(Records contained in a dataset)
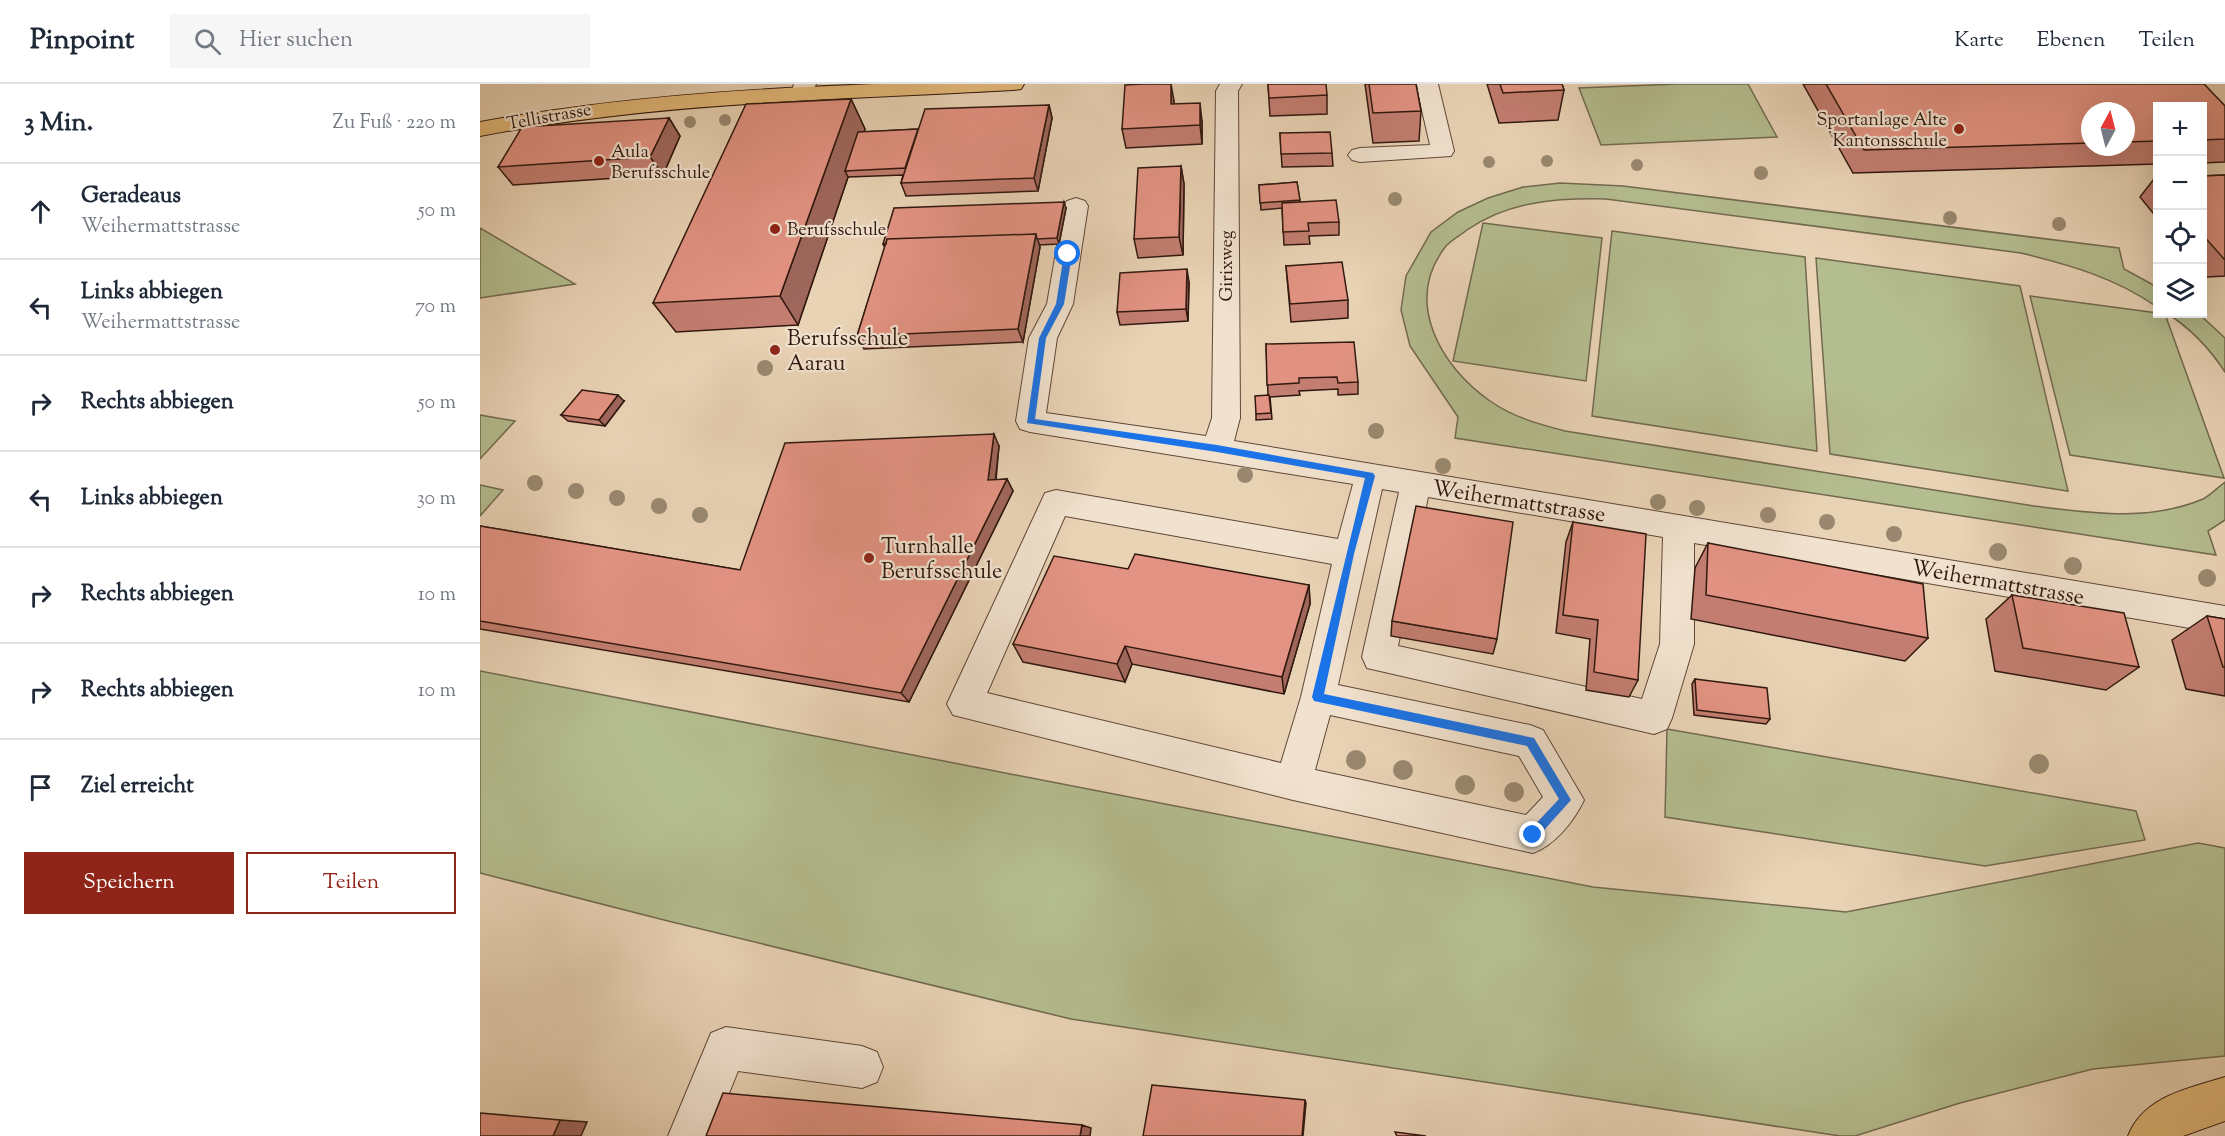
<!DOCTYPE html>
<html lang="de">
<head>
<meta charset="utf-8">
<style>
  body { margin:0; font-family:"Sorts Mill Goudy",serif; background:#f6f6f7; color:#1f2937 }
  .controls { position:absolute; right:18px; top:18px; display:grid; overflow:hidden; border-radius:0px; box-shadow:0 6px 24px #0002 }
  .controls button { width:54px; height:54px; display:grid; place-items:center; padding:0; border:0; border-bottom:2px solid #e0e1e3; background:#fff; color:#1f2937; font:30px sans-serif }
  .compass { position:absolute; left:1601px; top:18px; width:54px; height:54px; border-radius:50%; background:#fff; box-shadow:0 6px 24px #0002; rotate:7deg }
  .stop { position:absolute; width:18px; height:18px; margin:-14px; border:4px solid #1a73e8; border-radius:50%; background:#fff }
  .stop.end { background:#1a73e8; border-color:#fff; box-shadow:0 2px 6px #0008 }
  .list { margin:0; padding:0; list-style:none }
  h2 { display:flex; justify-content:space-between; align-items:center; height:78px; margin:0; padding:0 24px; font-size:26px }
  h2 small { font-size:20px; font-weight:400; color:#747a83 }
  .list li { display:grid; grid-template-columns:39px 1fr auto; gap:18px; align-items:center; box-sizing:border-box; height:96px; padding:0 24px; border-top:2px solid #e0e1e3 }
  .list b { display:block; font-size:22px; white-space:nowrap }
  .list p { margin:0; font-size:20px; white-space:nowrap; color:#747a83 }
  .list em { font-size:20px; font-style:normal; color:#747a83 }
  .actions { display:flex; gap:12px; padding:18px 24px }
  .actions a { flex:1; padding:14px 0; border:2px solid #8f2418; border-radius:0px; text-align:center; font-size:21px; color:#8f2418 }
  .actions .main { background:#8f2418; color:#fff }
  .icon { flex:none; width:33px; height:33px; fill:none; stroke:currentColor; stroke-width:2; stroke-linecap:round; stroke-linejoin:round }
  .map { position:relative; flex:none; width:1745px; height:1052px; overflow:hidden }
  header { display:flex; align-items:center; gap:36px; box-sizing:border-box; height:84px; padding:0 30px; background:#fff; border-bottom:2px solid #e0e1e3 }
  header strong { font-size:28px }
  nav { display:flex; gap:33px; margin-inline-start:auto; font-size:21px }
  .search { width:420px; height:54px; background:#f6f6f7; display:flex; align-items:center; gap:15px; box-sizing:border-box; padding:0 21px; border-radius:0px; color:#747a83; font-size:22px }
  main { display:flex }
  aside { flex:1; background:#fff }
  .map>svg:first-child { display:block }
</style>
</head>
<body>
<header>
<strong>Pinpoint</strong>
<div class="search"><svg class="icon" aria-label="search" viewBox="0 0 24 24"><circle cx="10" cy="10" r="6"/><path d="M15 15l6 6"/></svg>Hier suchen</div>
<nav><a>Karte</a><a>Ebenen</a><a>Teilen</a></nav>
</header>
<main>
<aside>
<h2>3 Min.<small>Zu Fuß · 220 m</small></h2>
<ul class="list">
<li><svg class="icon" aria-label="ahead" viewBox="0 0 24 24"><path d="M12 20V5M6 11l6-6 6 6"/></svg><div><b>Geradeaus</b><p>Weihermattstrasse</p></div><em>50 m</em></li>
<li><svg class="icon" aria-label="left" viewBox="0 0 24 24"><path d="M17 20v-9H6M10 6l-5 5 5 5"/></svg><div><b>Links abbiegen</b><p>Weihermattstrasse</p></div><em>70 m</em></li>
<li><svg class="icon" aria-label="right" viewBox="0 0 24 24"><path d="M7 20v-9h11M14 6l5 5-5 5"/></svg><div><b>Rechts abbiegen</b></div><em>50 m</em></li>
<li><svg class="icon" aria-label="left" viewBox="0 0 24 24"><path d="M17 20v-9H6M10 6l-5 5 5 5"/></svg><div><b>Links abbiegen</b></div><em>30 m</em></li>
<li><svg class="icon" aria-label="right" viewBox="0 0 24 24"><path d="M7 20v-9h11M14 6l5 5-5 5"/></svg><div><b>Rechts abbiegen</b></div><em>10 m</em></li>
<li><svg class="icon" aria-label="right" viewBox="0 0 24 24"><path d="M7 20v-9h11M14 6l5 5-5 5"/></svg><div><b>Rechts abbiegen</b></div><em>10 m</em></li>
<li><svg class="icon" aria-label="arrive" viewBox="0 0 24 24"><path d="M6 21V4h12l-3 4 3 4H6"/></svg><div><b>Ziel erreicht</b></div></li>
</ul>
<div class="actions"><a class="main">Speichern</a><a>Teilen</a></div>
</aside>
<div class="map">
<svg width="1745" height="1052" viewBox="0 0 1745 1052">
  <rect width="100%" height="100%" fill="#e9d3b5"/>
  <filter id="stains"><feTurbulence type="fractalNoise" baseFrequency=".00333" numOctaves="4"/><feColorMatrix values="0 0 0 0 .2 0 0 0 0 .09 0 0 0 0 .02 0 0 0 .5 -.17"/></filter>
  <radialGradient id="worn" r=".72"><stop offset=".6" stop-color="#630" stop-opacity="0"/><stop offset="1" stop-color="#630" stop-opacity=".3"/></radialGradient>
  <path fill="#b4bd8f" stroke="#726a4f" stroke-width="1.5" d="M1197,0h71l29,53 -176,8 -22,-57z
    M1080,99l63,3 496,62 5,21 33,18v20c-41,-29 -87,-42 -136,-54l-415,-54c-49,-1 -97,2 -139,31 -6,5 -16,10 -21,16 -43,55 -6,120 44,155 23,16 48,23 75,30l469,75c58,7 114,16 169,-7 8,-4 15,-12 22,-17v38l-17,11 8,24 -761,-117 3,-21 -48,-71 -9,-36 5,-34 25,-44 27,-20 30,-14 35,-11z
    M1003,139l119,15 -16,143 -133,-20z
    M0,144l95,56 -95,14z
    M1132,147l193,26 12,194 -225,-35z
    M1336,174l204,28 48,205 -238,-37z
    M1550,212l135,18 59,164 -154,-23z
    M1688,230h31l26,24v34c-15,-23 -34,-43 -57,-58z
    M0,331l35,6 -35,38z
    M0,401l23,5 -23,26z
    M0,587l1113,216 253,25 352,-69 27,5v208l-132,13 -133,34 -105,33h-15l-769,-117 -403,-98 -188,-48z
    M1187,645l469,82 9,29 -160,26 -320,-49z"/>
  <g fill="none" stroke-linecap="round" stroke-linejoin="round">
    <g stroke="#5f4738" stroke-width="2">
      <path id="minor" d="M314,0h22l-6,14 -8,2 -8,-2 -3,-5z
        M740,0h22l-4,7 2,327 -6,23 991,165v28l-531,-91v101l-22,74 -5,11 -13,5 -287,-66 -5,-11 37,-165 -17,-3 -44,196 192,40 13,5 41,70c-10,21 -29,45 -51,53l-240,-53 -340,-85 -6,-11 98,-211 11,-3 282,49 15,-55 -323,-52 -10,-3 -4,-8 13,-83 18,-34 17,-98 3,-5 9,-3 9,3 3,5 -15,98 -16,34 -11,75 160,23 6,-18 4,-327zM948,413l235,40 -3,107 -18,55 -244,-53zM585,432l267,48 -31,133 -20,66 -294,-70zM850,631l189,41 24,41 -17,18 -211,-45z
        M936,0h22l16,67 -3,5 -91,6 -8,-2 -4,-5 4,-5 8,-2 70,-3z
        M246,943l136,19 15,6 6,15 -6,15 -15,6 -124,-17 -26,65h-44l43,-103z"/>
    </g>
    <g stroke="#31180f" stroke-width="2">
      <path id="major" d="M395,0h149l-3,5 -8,1c-180,10 -355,12 -533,46v-14c131,-24 262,-33 395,-38z
        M1745,993v44l-42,15h-55c16,-40 59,-47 97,-59z"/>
    </g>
    <use href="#minor" fill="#f1e2cf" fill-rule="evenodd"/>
    <use href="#major" fill="#e4ba7a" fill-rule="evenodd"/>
  </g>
  <g fill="#99886f">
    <circle cx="245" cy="36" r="6"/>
    <circle cx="210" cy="38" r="6"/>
    <circle cx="1067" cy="77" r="6"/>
    <circle cx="1009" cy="78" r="6"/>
    <circle cx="1157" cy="81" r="6"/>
    <circle cx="1281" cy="89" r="7"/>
    <circle cx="915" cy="115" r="7"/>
    <circle cx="1470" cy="134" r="7"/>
    <circle cx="1579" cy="140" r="7"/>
    <circle cx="285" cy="284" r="8"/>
    <circle cx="896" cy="347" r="8"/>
    <circle cx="963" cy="382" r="8"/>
    <circle cx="765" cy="391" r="8"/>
    <circle cx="55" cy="399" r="8"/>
    <circle cx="96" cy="407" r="8"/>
    <circle cx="137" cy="414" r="8"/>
    <circle cx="1178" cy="418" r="8"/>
    <circle cx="179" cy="422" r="8"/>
    <circle cx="1217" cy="424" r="8"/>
    <circle cx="220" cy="431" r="8"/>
    <circle cx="1288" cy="431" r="8"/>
    <circle cx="1347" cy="438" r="8"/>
    <circle cx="1414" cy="450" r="8"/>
    <circle cx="1518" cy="468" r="9"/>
    <circle cx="1593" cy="482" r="9"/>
    <circle cx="1727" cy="494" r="9"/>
    <circle cx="876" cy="676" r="10"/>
    <circle cx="1559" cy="680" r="10"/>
    <circle cx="923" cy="686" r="10"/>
    <circle cx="985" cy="701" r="10"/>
    <circle cx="1034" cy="708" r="10"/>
  </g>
  <path fill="#c37e71" stroke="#31180f" stroke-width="1.5" fill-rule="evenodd" d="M788,0l59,11v19l-57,2z
    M885,0h51l5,27 -2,30 -46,2z
    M1007,0h75l2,6 -6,30 -59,3z
    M1323,0h401l21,22v56l-23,1v-57h-45v58l-304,9zM1610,27h36v36h-36z
    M371,15l14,30 -1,3 54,-3 131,-24 3,13 -14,73 -132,5 -5,-13 2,-8 -55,2 -50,148 -122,7 -23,-29z
    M694,17v3l28,17v23l-76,4 -4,-19z
    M189,34l11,18 -17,39 -150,10 -15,-18z
    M800,49l52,20 1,13 -51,1z
    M701,82l3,18 -1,71 -45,3 -4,-19z
    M1745,91v101l-18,1 -5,-5v-96z
    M1677,94v40l-17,-21 14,-18z
    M817,98l3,20 39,20v13l-30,1 1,8 -26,1 -2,-37 -21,2 -2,-25z
    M586,124l-7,36 -20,1 1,2 -17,95 -159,7 -7,-13 28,-88 -2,-4z
    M806,182l62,34v18l-57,4z
    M709,198l-1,39 -68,4 -3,-13z
    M786,260l92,38v12l-20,1v-6l-39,2 1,4 -30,2 2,22 -16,1v-6l12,-19z
    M144,317l-19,25 -37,-5 -7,-6z
    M519,362l-3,34 11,-1 6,12 -104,211 -429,-73v-103l260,44z
    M1093,438l65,158 -9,17 -43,-7 4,-51 -34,-6 10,-91z
    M1228,459l220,95 -23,23 -214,-42 4,-51z
    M648,485l181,16 1,19 -26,90 -152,-30 -7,18 -102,-20 -10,-18z
    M1532,511l127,72 -33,23 -111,-19 -9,-52z
    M1727,532l18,3v77l-39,-7 -14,-49z
    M912,537l105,18 -4,15 -102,-18z
    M1215,595l75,40 -4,5 -72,-9 -2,-31z"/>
  <path fill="#9f675c" stroke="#31180f" stroke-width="1.5" d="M691,0l3,17v22l-3,-19z
    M371,15l14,30 -14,41 -6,1 3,6 -50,148 -18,-29z
    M720,19l2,18v23l-2,-19z
    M569,21l3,13 -14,73 -4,-13z
    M189,34l11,18 -17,39 -13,-18z
    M701,82l3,18 -1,71 -4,-18z
    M584,118l2,6 -7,36 -2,-6z
    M556,150l4,13 -17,95 -5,-13z
    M707,185l2,13 -1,39 -2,-12z
    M138,311l6,6 -19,25 -6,-6z
    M514,350l5,12 -5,46 -6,-12z
    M527,395l6,12 -104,211 -8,-9z
    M829,501l1,19 -26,90 -2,-17z
    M645,562l7,18 -7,18 -8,-18z
    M825,1016l1,3 -3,33h-1z
    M80,1036l27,2 -6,14h-28z
    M602,1041l9,3 -1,8h-10z"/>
  <path fill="#e39383" stroke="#31180f" stroke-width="1.5" d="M663,0h28v20l29,-1v22l-78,4 3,-44z
    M788,0h58l1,11 -58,3z
    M889,0h47l5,27 -48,2z
    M1020,0h62l2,6 -61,3z
    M1346,0h378l21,22v33l-23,1v-34h-45v35l-31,1v-31h-36v32l-226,7z
    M371,15l-71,197 -127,7 93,-199z
    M569,21l-15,73 -133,5 24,-74z
    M189,34l-19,39 -152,10 24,-40z
    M438,45l-13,39 -60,3 13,-39z
    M850,48l2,21 -51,1 -1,-21z
    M701,82l-2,71 -45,2 4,-71z
    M1745,91v84h-1l-22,-25v-58z
    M817,98l3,18 -40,3 -1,-18z
    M856,116l3,22 -31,1 1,8 -26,1 -1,-29z
    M584,118l-7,36 -20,1 -1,-5 -149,5 -1,5h-3l11,-36z
    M556,150l-18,95 -161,7 30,-97z
    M862,178l6,38 -58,4 -4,-38z
    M707,185l-1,40 -69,3 3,-39z
    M874,258l4,40 -20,1 -1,-6 -38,1v5l-32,2 -1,-41z
    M102,306l36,5 -19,25 -38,-5z
    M789,311l2,18 -15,1 -1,-18z
    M514,350l-6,46 19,-1 -106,214 -421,-72v-95l260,44 45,-127z
    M936,422l97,16 -16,117 -105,-18z
    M1093,438l73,12 -8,146 -44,-8 4,-52 -35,-5z
    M1228,459l215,41 5,54 -222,-43z
    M655,470l174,31 -27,92 -157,-31 -8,18 -104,-20 41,-88 74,13z
    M1532,511l112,18 15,54 -116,-19z
    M1727,532l18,3v48h-2z
    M1215,595l72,9 3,31 -73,-9z
    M672,1001l153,15 -3,36h-159z
    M243,1009l359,32 -2,11h-374z
    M0,1029l80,7 -7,16h-73z
    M915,1048l31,4h-29z"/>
  <path fill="#1a73e8" d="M588,167l4,3 -8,50 -18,34 -11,81 182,26 156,28 2,3 -21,78 -30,140 210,44 37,62 -34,38h-8v-7l30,-32 -32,-53 -213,-45 -2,-4 53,-219 -148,-26 -190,-29 12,-85 17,-34 8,-50z"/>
  <g fill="#8f2418" stroke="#f1e2cf" stroke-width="2">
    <circle cx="1479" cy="45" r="6"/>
    <circle cx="119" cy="77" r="6"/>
    <circle cx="295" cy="145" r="6"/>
    <circle cx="295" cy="266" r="6"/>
    <circle cx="389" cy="474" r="6"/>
  </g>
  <g text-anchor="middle" stroke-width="4.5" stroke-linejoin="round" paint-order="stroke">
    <g font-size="18" fill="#31180f" stroke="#f1e2cf">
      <text transform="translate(69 32) rotate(-10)" y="6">Tellistrasse</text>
      <text transform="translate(746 182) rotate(-90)" y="6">Girixweg</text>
    </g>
    <g font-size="18" fill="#31180f" stroke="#f1e2cf" text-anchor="start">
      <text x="1467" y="41" text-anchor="end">Sportanlage Alte<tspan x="1467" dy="21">Kantonsschule</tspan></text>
      <text x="131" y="73">Aula<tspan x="131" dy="21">Berufsschule</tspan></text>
      <text x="307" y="151">Berufsschule</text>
    </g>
    <g font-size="22" fill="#31180f" stroke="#f1e2cf" text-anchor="start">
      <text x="307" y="261">Berufsschule<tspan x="307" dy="25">Aarau</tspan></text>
      <text x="401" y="469">Turnhalle<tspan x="401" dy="25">Berufsschule</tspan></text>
    </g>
    <g font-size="22" fill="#31180f" stroke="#f1e2cf">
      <text transform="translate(1039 416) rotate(9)" y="8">Weihermattstrasse</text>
      <text transform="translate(1518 497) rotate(10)" y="8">Weihermattstrasse</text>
    </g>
  </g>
  <rect width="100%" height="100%" filter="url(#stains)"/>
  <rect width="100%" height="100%" fill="url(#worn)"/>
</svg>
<div class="controls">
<button>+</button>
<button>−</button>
<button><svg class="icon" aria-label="locate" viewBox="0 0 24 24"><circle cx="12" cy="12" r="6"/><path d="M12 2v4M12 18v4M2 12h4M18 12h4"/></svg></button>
<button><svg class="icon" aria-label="layers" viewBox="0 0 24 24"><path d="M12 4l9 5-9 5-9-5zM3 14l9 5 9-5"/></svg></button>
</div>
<svg class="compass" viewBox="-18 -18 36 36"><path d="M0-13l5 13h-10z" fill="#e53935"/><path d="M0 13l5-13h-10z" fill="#747a83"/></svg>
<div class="stop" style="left:588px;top:170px"></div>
<div class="stop end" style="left:1053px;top:751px"></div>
</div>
</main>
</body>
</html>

▶ _Requirement_
Which lines hold the string "linejoin"? Copy all of them from the data above.

▶ _Answer for this exercise_
  .icon { flex:none; width:33px; height:33px; fill:none; stroke:currentColor; stroke-width:2; stroke-linecap:round; stroke-linejoin:round }
  <g fill="none" stroke-linecap="round" stroke-linejoin="round">
  <g text-anchor="middle" stroke-width="4.5" stroke-linejoin="round" paint-order="stroke">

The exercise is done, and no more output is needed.